Click on the headings below for detailed information on:
- Models & Simulations
- Data and Software Sharing Guidance for Authors Submitting to AGU Journals
- International Geo Sample Numbers
Most of your questions regarding data and software should be answered by the resources below. Additionally, this example paper from Koymans et al demonstrates the use of an Open Research section with data and software citations. Just in case, if you still have questions, you can contact [email protected].
What Data Needs to be Available?
Primary and processed data used for your research should be preserved and made available. Generally, the underlying data are considered to be the types of data usually preserved in domain repositories for each discipline. These may include raw data, but are usually the processed or refined data that support and lead to the described results and allow other readers to assess your conclusions and build off your work.
In your paper, cite these data, as well as any data you used from other sources, and include information about access to the data in the availability statement. For model or simulation data, follow Data and Software Sharing Guidance for Authors Submitting to AGU Journals on prioritizing preserved output; in general, availability of software is most important.
Very large data (greater than 1 terabyte or TB) can be a challenge to preserve as there are often fees and additional resources required. One option to consider, institutions often offer solutions for data preservation and compliance. Again, refer to the Data and Software Sharing Guidance for Authors Submitting to AGU Journals for more information or email [email protected].
The data that supports the research reported in your paper must be deposited in a community accepted, trusted repository. When identifying the most appropriate repositories for your data, first, refer to the Data and Software Sharing Guidance for Authors Submitting to AGU Journals below. We recommend a repository that specializes in the data for your scientific domain as this will maximize the probability that the deposited data will be findable, accessible, interoperable and reusable (FAIR). Otherwise, look to your institutional repository, your computing center, or a general repository Note, English-language (or English translation) for any cited sources is required. For your reference:
- Data and Software Sharing Guidance for Authors Submitting to AGU Journals
- National Repository
- Institutional Repository - information (US-based)
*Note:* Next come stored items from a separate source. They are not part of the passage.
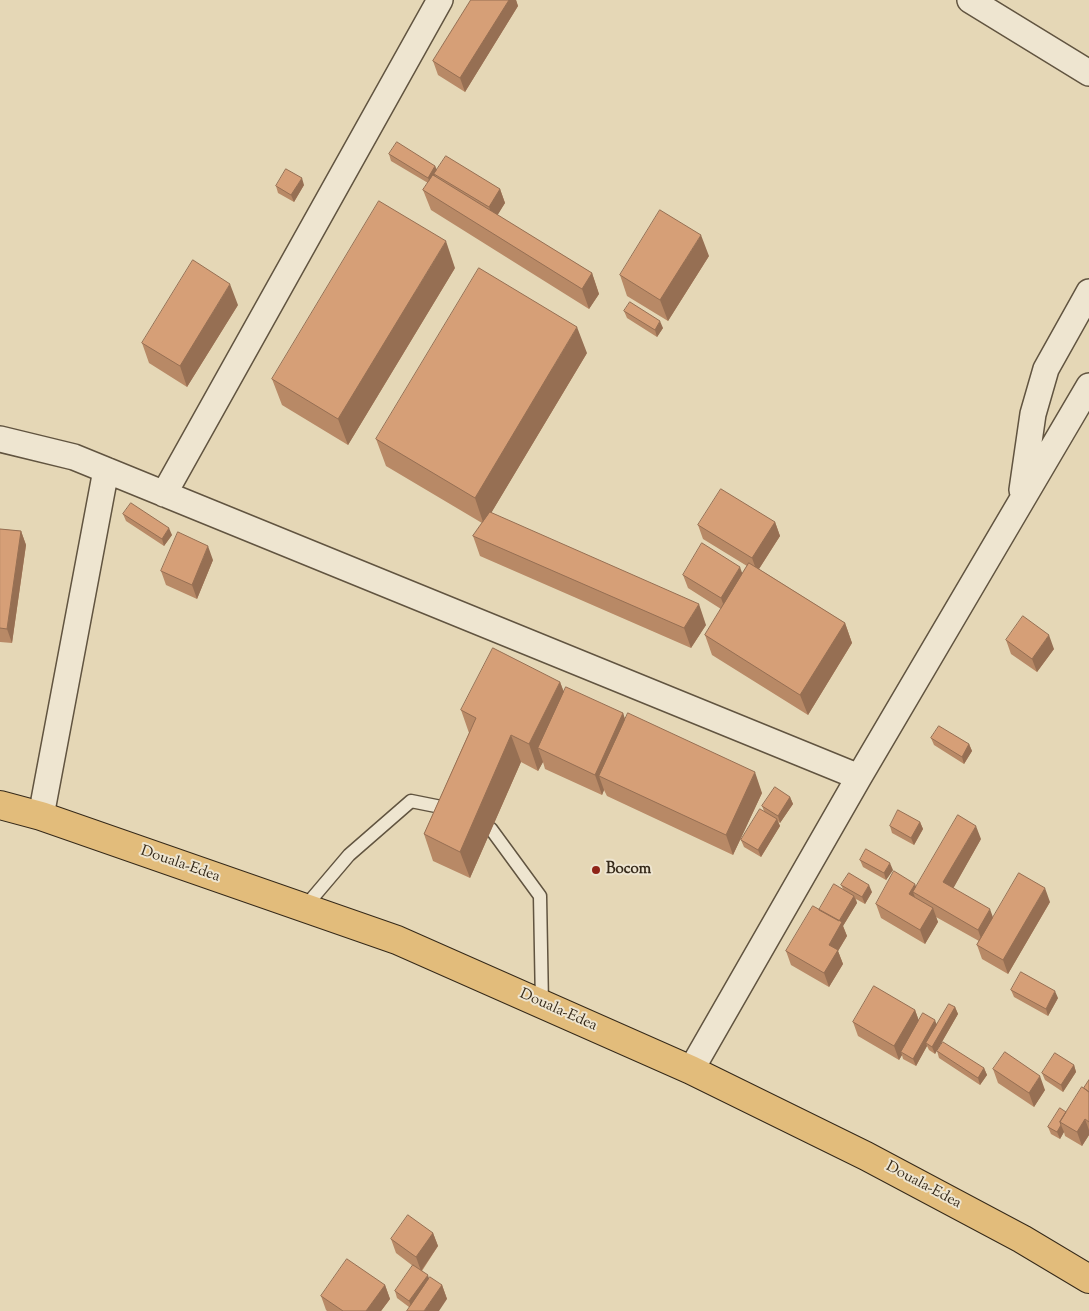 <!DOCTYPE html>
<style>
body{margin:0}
canvas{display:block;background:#e5d7b6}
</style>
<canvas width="1089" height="1311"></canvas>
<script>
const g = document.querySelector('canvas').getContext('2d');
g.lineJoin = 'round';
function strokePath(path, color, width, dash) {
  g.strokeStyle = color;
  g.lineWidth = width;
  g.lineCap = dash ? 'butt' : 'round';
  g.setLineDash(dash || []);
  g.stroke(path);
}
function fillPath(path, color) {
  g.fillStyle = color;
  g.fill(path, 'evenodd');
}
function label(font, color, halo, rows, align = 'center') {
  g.font = font + ' "Sorts Mill Goudy",serif';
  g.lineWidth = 4;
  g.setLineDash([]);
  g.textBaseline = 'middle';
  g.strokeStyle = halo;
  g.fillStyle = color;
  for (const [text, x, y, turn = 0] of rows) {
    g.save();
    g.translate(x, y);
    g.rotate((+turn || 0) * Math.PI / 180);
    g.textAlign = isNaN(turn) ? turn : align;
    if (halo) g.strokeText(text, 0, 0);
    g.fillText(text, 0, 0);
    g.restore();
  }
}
const service = new Path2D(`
 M491 829 540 896 542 1005
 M304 908 349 855 411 801 451 809`);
const minor = new Path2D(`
 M970 0 1089 73
 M0 439 74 457 859 777
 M1022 490 1033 414 1046 369 1089 292
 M164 494 440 0
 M41 816 106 470
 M691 1070 859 777 1089 386`);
const trunk = new Path2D(`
 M0 805 41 816 397 940 691 1070 866 1156 1022 1239 1089 1279`);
const wall = new Path2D(`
 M471 0H516L518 6 465 92 438 75 433 61Z
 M389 154 435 166 437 170 500 189 505 203 497 215 592 273 599 294 589 309 431 210 423 190 428 183 391 161Z
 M304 185 294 202 278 193 276 186Z
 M709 256 668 321 627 296 620 275Z
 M455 268 348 445 282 405 272 379Z
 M238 305 187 387 149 363 142 343Z
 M624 311 663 328 657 337 627 318Z
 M587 353 491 513 706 625 691 648 480 556 473 536 482 523 386 466 376 439Z
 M123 514 172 535 164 546 126 521Z
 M775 522 780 536 759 569 845 623 852 643 808 715 712 655 705 635 721 609 688 588 683 575 742 574 747 566 703 539 698 525Z
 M0 529 21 531 26 545 12 643 0 642Z
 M213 560 197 599 166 585 161 571Z
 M1006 640 1054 649 1037 672 1011 654Z
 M560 682 564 692 623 713 625 720 762 793 733 855 607 796 604 790 602 795 545 769 543 762 538 771 521 762 470 878 433 861 424 834 469 733 461 710Z
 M931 738 969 744 972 751 964 764 934 745Z
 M790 797 793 804 780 823 778 821 780 826 761 857 744 847 741 840 764 811 762 806Z
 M920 822 923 829 914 845 892 833 890 826Z
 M981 839 953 888 993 918 1050 902 1008 974 982 959 977 945 979 941 936 917 938 922 925 944 881 918 876 904 916 887Z
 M860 860 893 870 886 880 863 867Z
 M841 885 872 892 865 904 856 899 857 903 843 926 847 936 838 951 843 964 829 987 791 965 786 951 819 910 843 889Z
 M1011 990 1058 998 1048 1016 1014 997Z
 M955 1007 958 1014 935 1054 929 1050 927 1046 916 1066 903 1059 902 1055 899 1060 858 1036 853 1022 915 1010 919 1021 937 1024Z
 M937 1051 984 1068 987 1075 980 1085 939 1058Z
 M1074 1065 1076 1072 1063 1092 1045 1080 1042 1073Z
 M993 1069 1045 1090 1034 1107 998 1083Z
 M1089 1081V1135L1082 1146 1065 1136 1064 1132 1060 1139 1051 1134 1048 1127 1066 1112Z
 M433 1233 438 1246 422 1271 429 1279 442 1285 447 1299 409 1307 397 1298 395 1291 413 1266 396 1253 391 1239Z
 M385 1285 390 1299 381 1311H327L326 1310 321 1296Z`);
const shadedWall = new Path2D(`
 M509 0H516L518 6 465 92 460 78Z
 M435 166 438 173 434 174 436 177 431 185 428 178Z
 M302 178 304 185 294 202 291 195Z
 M500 189 505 203 494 221 489 207Z
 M701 235 709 256 668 321 660 300Z
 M446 241 455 268 348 445 338 419Z
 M592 273 599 294 589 309 582 289Z
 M230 284 238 305 187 387 180 366Z
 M660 321 663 328 657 337 655 330Z
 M577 327 587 353 484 525 475 498Z
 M775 522 780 536 757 572 752 558Z
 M169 528 172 535 164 546 162 539Z
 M21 531 26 545 12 643 7 629Z
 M208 546 213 560 197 599 192 585Z
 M740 567 745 581 726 612 721 598Z
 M699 604 706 625 691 648 684 628Z
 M845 623 852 643 808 715 800 695Z
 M1049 635 1054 649 1037 672 1032 659Z
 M560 682 570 709 538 748 543 762 538 771 529 744Z
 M623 713 630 734 599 776 604 790 602 795 595 775Z
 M511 735 521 762 470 878 460 852Z
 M969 744 972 751 964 764 962 757Z
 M755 772 762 793 733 855 726 835Z
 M790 797 793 804 780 823 778 816Z
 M777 819 780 826 761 857 758 850Z
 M920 822 923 829 914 845 911 838Z
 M976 826 981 839 949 896 943 882Z
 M890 863 893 870 886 880 884 873Z
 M915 884 920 896 913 892 917 903 909 894Z
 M869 885 872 892 865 904 862 897Z
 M1045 888 1050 902 1008 974 1003 960Z
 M854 896 857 903 843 926 847 936 838 951 843 964 829 987 824 973 829 945 839 921Z
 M933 908 938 922 925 944 920 930Z
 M990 909 995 923 983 944 978 930Z
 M1055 991 1058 998 1048 1016 1046 1009Z
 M955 1007 958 1014 935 1054 932 1047Z
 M915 1010 920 1024 901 1052 902 1055 899 1060 894 1046Z
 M935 1020 938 1028 926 1043 927 1046 916 1066 913 1059Z
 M1074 1065 1076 1072 1063 1092 1061 1085Z
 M984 1068 987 1075 980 1085 978 1078Z
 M1040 1076 1045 1090 1034 1107 1029 1093Z
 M1085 1119 1089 1130V1135L1082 1146 1077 1132Z
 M1061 1125 1064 1132 1060 1139 1057 1132Z
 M433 1233 438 1246 421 1271 416 1257Z
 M428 1275 430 1282 412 1308 409 1301Z
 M385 1285 390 1299 381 1311H366Z
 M442 1285 447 1299 439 1311H424Z`);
const building = new Path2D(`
 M471 0H509L460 78 433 61Z
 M397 142 435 166 428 178 389 154Z
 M446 156 500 189 489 207 434 174Z
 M286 169 302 178 291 195 276 186Z
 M433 175 592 273 582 289 423 190Z
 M379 201 446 241 338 419 272 379Z
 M660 210 701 235 660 300 620 275Z
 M193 260 230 284 180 366 142 343Z
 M479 268 577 327 475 498 376 439Z
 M630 302 660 321 655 330 624 311Z
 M721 489 775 522 752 558 698 525Z
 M131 503 169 528 162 539 123 514Z
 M490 512 699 604 684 628 473 536Z
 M0 529 21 531 7 629 0 628Z
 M178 532 208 546 192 585 161 571Z
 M702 543 740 567 721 598 683 575Z
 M749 563 845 623 800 695 705 635Z
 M1023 616 1049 635 1032 659 1006 640Z
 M493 648 560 682 529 744 511 735 460 852 424 834 476 718 461 710Z
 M566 687 623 713 595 775 538 748Z
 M628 713 755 772 726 835 599 776Z
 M939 726 969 744 962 757 931 738Z
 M775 787 790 797 778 816 762 806Z
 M760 809 777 819 758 850 741 840Z
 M898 810 920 822 911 838 890 826Z
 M958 815 976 826 943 882 990 909 978 930 913 892Z
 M866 849 890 863 884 873 860 860Z
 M894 871 915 884 909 894 933 908 920 930 876 904Z
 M849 873 869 885 862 897 841 885Z
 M1019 873 1045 888 1003 960 977 945Z
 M834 884 854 896 839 921 819 910Z
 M813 906 842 922 829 945 838 950 824 973 786 951Z
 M1021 972 1055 991 1046 1009 1011 990Z
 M874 986 915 1010 894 1046 853 1022Z
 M949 1004 955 1007 932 1047 926 1043Z
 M923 1013 935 1020 913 1059 901 1052Z
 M943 1042 984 1068 978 1078 937 1051Z
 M1005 1052 1040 1076 1029 1093 993 1069Z
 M1055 1053 1074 1065 1061 1085 1042 1073Z
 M1089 1080V1092L1084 1088Z
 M1082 1087 1089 1092V1122L1085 1119 1077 1132 1060 1122Z
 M1060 1108 1066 1112 1060 1122 1061 1125 1057 1132 1048 1127Z
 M408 1215 433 1233 416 1257 391 1239Z
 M347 1259 385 1285 366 1311H343L321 1296Z
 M413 1265 428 1275 409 1301 395 1291Z
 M430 1277 442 1285 424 1311H407Z`);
const markers = [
 [596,870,5,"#8f2418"]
];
const streetNames = [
 ["Douala-Edea",180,865,19],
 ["Douala-Edea",558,1011,24],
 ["Douala-Edea",923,1186,28]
];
const poiNames = [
 ["Bocom",606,870]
];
strokePath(service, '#615440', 15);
strokePath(minor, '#615440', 28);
strokePath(trunk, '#352919', 30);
strokePath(service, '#eee5d0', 12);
strokePath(minor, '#eee5d0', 25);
strokePath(trunk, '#e2bc7b', 28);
fillPath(wall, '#b88966');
fillPath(shadedWall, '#966f53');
fillPath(building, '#d69f77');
strokePath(building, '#966f53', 1);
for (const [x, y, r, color] of markers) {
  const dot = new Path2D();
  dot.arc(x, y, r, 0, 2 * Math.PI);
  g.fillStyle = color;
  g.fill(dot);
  strokePath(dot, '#eee5d0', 2);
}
label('15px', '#352919', '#eee5d0', streetNames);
label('bold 15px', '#352919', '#eee5d0', poiNames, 'left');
</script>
- Generalist Repository comparison chart
Note: Starting March 2021, AGU authors funded by the U.S. NSF will have their data publication fees waived when using the Dryad repository. Learn more about the AGU-Dryad partnership.
An Availability Statement, located in the Open Research section of the paper, contains information about your data, software, and other research objects (e.g. notebook) and how readers can access these (available in AGU's LaTeX / Word templates). The Statement should include:
- A brief description of the type(s) of data or software
- Repository Name(s) where they are deposited
- Version (of software)
- DOI, Persistent Identifier Link to Data or Software (and Identifier)
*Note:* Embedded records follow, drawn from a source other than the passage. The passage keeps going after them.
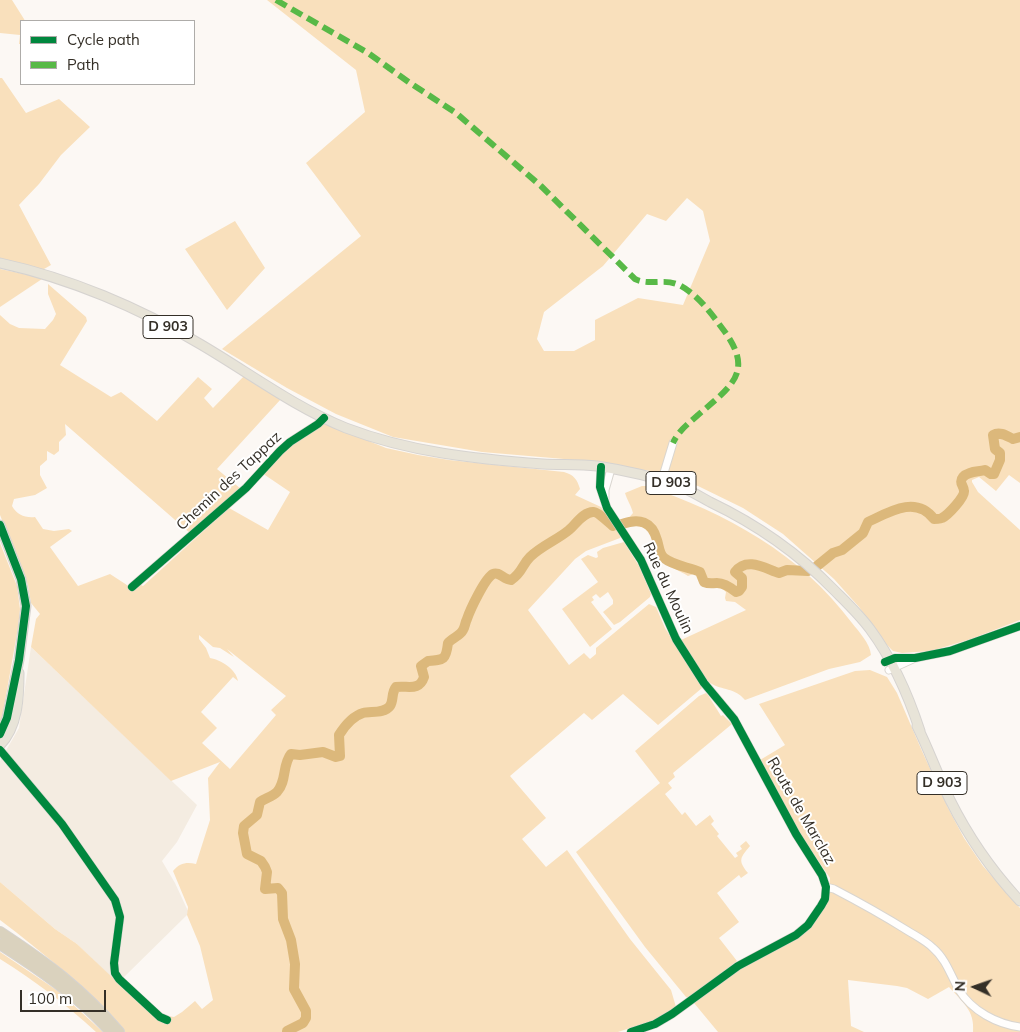 <!DOCTYPE html>
<style>
body{margin:0}
#map{position:relative;width:1020px;height:1032px;overflow:hidden;background:#fcf8f4;font-family:Mulish,sans-serif}
canvas{display:block}
.legend{position:absolute;left:20px;top:20px;width:175px;height:65px;box-sizing:border-box;background:#fff;border:1px solid #aeaca9;margin:0;padding:6px 9px;list-style:none;font-size:15px;color:#342f27}
.legend li{display:flex;align-items:center;gap:10px;height:25px}
.legend b{width:25px;border:1px solid #aeaca9}
.north{position:absolute;left:950px;top:962px;width:50px;height:50px;-webkit-text-stroke:4px #fff;paint-order:stroke;rotate:273deg;font-size:14px;font-weight:700;line-height:20px;text-align:center;color:#342f27}
.north::after{content:'';display:block;margin:auto;width:18px;height:22px;background:#342f27;clip-path:polygon(50% 0,100% 100%,50% 72%,0 100%)}
.scale{position:absolute;left:20px;top:990px;width:86px;height:22px;box-sizing:border-box;border:2px solid #342f27;border-top:0;padding-left:6px;font-size:15px;line-height:18px;white-space:nowrap;color:#342f27;-webkit-text-stroke:4px #fff;paint-order:stroke}
</style>
<div id="map">
<canvas width="1020" height="1032"></canvas>
<ul class="legend">
<li><b style="height:6px;background:#00873e"></b>Cycle path</li>
<li><b style="height:6px;background:#58b947"></b>Path</li>
</ul>
<div class="north">N</div>
<div class="scale">100 m</div>
</div>
<script>
const context = document.querySelector('canvas').getContext('2d');
context.lineJoin = 'round';
function fillPath(path, color) { context.fillStyle = color; context.fill(path, 'evenodd'); }
function strokePath(path, color, width, dash) { context.strokeStyle = color; context.lineWidth = width; context.lineCap = dash ? 'butt' : 'round'; context.setLineDash(dash || []); context.stroke(path); }
function write(font, color, halo, rows, align = 'center') {
  context.font = font + ' Mulish,sans-serif'; context.lineWidth = 4; context.setLineDash([]); context.textBaseline = 'middle'; context.strokeStyle = halo; context.fillStyle = color; for (const [text, x, y, turn = 0] of rows) {
    context.save(); context.translate(x, y); context.rotate((+turn || 0) * Math.PI / 180); context.textAlign = isNaN(turn) ? turn : align; if (halo) context.strokeText(text, 0, 0); context.fillText(text, 0, 0); context.restore();
  }
}
fillPath(new Path2D(`
 M31 647 197 805 177 842 162 861 175 883 188 911 187 915 123 978 113 979 77 944 55 929 0 882V761L19 728Z`), '#f4ece1');
fillPath(new Path2D(`
 M0 0H12L24 19 25 21H21V44H19L20 35 0 33Z
 M267 0H1020V483L1009 475 996 491 979 477 972 480V482L978 492 1020 530V620L971 639 931 651 902 653 893 651 886 644 859 607 834 579 783 534 743 508 698 486 651 471 564 459 482 452 393 437 336 414 287 388 222 349 361 236 306 163 365 112 356 70ZM687 198 703 211 710 241 683 305 638 298 595 320V340L574 351H544L537 339 544 312 603 266 647 214 666 221Z
 M0 78H2L26 113 59 99 90 127 61 155 39 184 19 205 51 265 44 269H38L0 260Z
 M235 221 265 268 227 310 185 249Z
 M0 269 38 277 42 279 0 307Z
 M48 284 86 317 87 321 60 365 111 397 121 392 157 421 198 377 212 389 204 398 213 408 245 375 281 399 217 469 241 489 190 533 65 424 66 435 59 442V451L54 455 47 451V460L40 466V475L47 488 35 495 14 499 12 506C17 515 25 518 35 517L43 529 54 531 69 529 72 531 50 547 78 586 110 574 130 587 135 582 143 586 229 508 268 530 290 492 262 473 293 443 324 423 386 448 418 455 449 460 564 472C574 475 577 479 580 489L575 495 601 507 621 536 620 538 586 551 575 559 528 610 569 665 584 653 590 659 596 654V648L649 604 656 607 665 628 702 688 658 725 623 694 592 720 584 713 510 776 546 818 522 839 546 867 567 850 630 939 671 990 676 1007 654 1020 618 1032H125C88 990 45 954 0 920V882L55 929 77 944 113 978H123L163 1015 174 1017 182 1012 195 1001 202 1009 213 1000 200 946 187 915 188 907 173 871C180 863 186 862 196 864L210 820 208 778 220 762 171 781 31 647 36 619 40 614 31 603 28 585 0 515V315L10 324 19 328 45 329 53 320 56 314 48 294ZM199 635 213 647 220 648 234 657 227 649 286 696 271 710 276 715 230 769 202 743 217 728 201 712 233 677 238 681C236 669 221 660 210 658L206 648 199 639Z
 M642 486H646C726 513 801 554 852 623 859 632 870 643 871 655L860 662 829 669 745 700C734 687 723 691 710 683 699 676 688 651 681 640L746 610 735 602 726 601 725 598 726 592 718 585 709 588 702 585 696 573 688 576C680 571 667 566 661 559 657 555 658 550 657 544 654 527 637 524 623 526L621 523 627 520 633 513C631 505 627 500 625 493Z
 M624 542 639 566 651 594 650 597 620 622 614 625 603 612 613 604V600L608 592 600 598 596 594 592 597 594 600 591 602 612 629 590 647 562 609 598 582 581 559 588 555 596 558 598 557 597 552 603 548Z
 M0 543 17 586 20 609 18 628 2 718 0 724Z
 M870 670 887 677 897 693 922 751 948 808 964 838 983 866 1020 908V1032H973C975 1010 962 1002 949 987L928 999 907 988 897 986 848 980 851 1026 864 1032H718L694 1003 750 962 808 929 819 916 829 897 830 878 798 831 760 760 785 745 759 704 855 671Z
 M706 693 708 695 721 716 723 715 732 724 673 773 675 777 668 783 672 788 665 794 682 815 685 812 696 826 710 815 714 821 711 824 719 834 717 836 735 858 738 856 736 853 742 849 740 846 746 841 750 846C741 857 737 860 748 873L741 878 739 875 717 893 739 922 719 938 737 961 689 998 686 997 645 947 576 852 660 783 635 751 699 696Z
 M0 952 58 991 103 1032H96C66 1004 35 981 0 959Z`), '#f9e0bc');
strokePath(new Path2D(`
 M622 524C639 518 652 521 657 540 659 546 659 554 664 558 674 566 689 567 700 572L704 582C709 584 712 583 717 583 724 583 730 587 736 592L739 591 742 587V578L735 572C747 556 766 569 779 573L787 570 808 571
 M817 566 833 553 842 550 863 533 868 522C889 512 916 495 934 519 936 519 941 519 942 518 948 515 965 497 964 491 964 485 958 483 963 477 968 471 979 472 985 470L991 474H994L1000 460V453L995 449 993 435C1000 431 1007 436 1013 439L1020 437
 M287 1032V1031L303 1023 306 1018V1011L294 989 295 964 291 940 283 919 282 893 278 888 265 889 267 872 265 867 261 861 247 854 243 833 244 826 257 815 260 802C265 798 272 797 277 792 287 781 282 765 291 754L300 755 323 752 336 757 340 756 339 735C344 727 353 716 363 713 371 711 384 714 390 706 394 700 391 693 396 687 407 685 419 692 424 677L421 666 428 661C444 660 446 660 448 643 452 638 460 636 463 630 465 627 465 623 467 619 470 610 485 578 493 574 499 571 504 580 511 580 523 572 521 566 530 557 541 546 557 540 569 530 576 524 584 511 594 512 598 512 608 522 613 526`), '#dcb87b', 10);
const minor = new Path2D(`
 M601 467 600 487 607 508 641 560 676 639 704 683 734 719 796 834 822 875 826 887 825 899 821 906 808 925 796 935 738 966 672 1014 655 1024 631 1032
 M660 486 673 443
 M605 499V490L611 469
 M132 587 246 488 280 451 290 442 318 424 324 418
 M885 662 895 658H915L950 651 1020 626
 M889 670 913 659
 M0 750 62 824 115 900 120 917 114 963 115 973 119 979 160 1017 167 1020
 M826 887 834 889C859 902 884 916 908 931 916 936 926 941 933 948 946 959 951 976 959 990 972 1011 997 1024 1020 1027`);
const major = new Path2D(`
 M0 263C69 278 140 308 200 344 248 372 294 407 346 428 409 452 475 459 543 464 561 465 579 464 597 466 623 470 651 476 676 485 688 489 699 496 710 502 756 524 797 552 833 589 846 602 859 614 870 629 893 660 908 694 920 731
 M0 525 21 579 26 606 19 660 7 718 0 734
 M917 726C929 750 938 776 950 800 968 836 992 871 1020 901
 M0 745C18 727 19 697 19 673`);
const highway = new Path2D(`
 M0 932C47 963 82 989 119 1032
 M0 944C39 969 77 995 109 1030`);
strokePath(minor, '#d9d5cf', 9);
strokePath(major, '#d6d3d0', 11);
strokePath(highway, '#d6d3d0', 12);
strokePath(minor, '#fffefd', 7);
strokePath(major, '#e8e4d8', 9);
strokePath(highway, '#dad2be', 10);
strokePath(new Path2D(`
 M276 0 368 53 410 83 456 113 541 186 635 279C649 286 665 278 679 285 697 294 711 313 722 328 755 371 733 385 698 415 688 424 679 430 673 443`), '#58b947', 6, [12, 6]);
strokePath(new Path2D(`
 M601 467 600 487 607 508 641 560 676 639 704 683 734 719 796 834 822 875 826 887 825 899 821 906 808 925 796 935 738 966 672 1014 655 1024 631 1032
 M0 525 21 579 26 606 19 660 7 718 0 734
 M132 587 246 488 280 451 290 442 318 424 324 418
 M885 662 895 658H915L950 651 1020 626
 M0 750 62 824 115 900 120 917 114 963 115 973 119 979 160 1017 167 1020`), '#00873e', 8);
for (const [x, y, w] of [
 [168,327,50],
 [671,483,50],
 [942,783,50]
]) { const box = new Path2D(); box.roundRect(x - w / 2, y - 11.5, w, 23, 4); context.fillStyle = '#fff'; context.fill(box); strokePath(box, '#342f27', 1); }
write('bold 14px', '#342f27', null, [
 ["D 903",168,327],
 ["D 903",671,483],
 ["D 903",942,783]
]);
write('15px', '#342f27', '#fff', [
 ["Chemin des Tappaz",229,481,-43],
 ["Rue du Moulin",668,588,65],
 ["Route de Marclaz",801,811,60]
]);
</script>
- Link to publicly accessible development platform (in the case of Software, e.g. GitHub)
- Access Conditions (e.g. if Registration is Required)
- Licensing/Permissions (e.g. Creative Commons Attribution)
- In-text citation in References (optional)
When developing the Availability Statement, consider how best to direct the reader/reviewer to your data (or software). For instance, do not simply provide a web link to the homepage of the repository. Directly link to the data (or software) or provide information/guidance necessary to get to the data (or software) efficiently.
Check to see if the repository or data/software source has an “Acknowledgements” or “How to Cite” page to follow when putting together your Availability Statement and citation in the References section.
It is not sufficient to archive and make your data available in the supplementary information of your paper and to write that your data will be available upon request. Additionally, locations such as FTP sites and/or project web pages are also not suitable preservation choices (see Repository Selection). See Availability Statements and Template Examples for guidance on data owned by others that is not in a preservation repository.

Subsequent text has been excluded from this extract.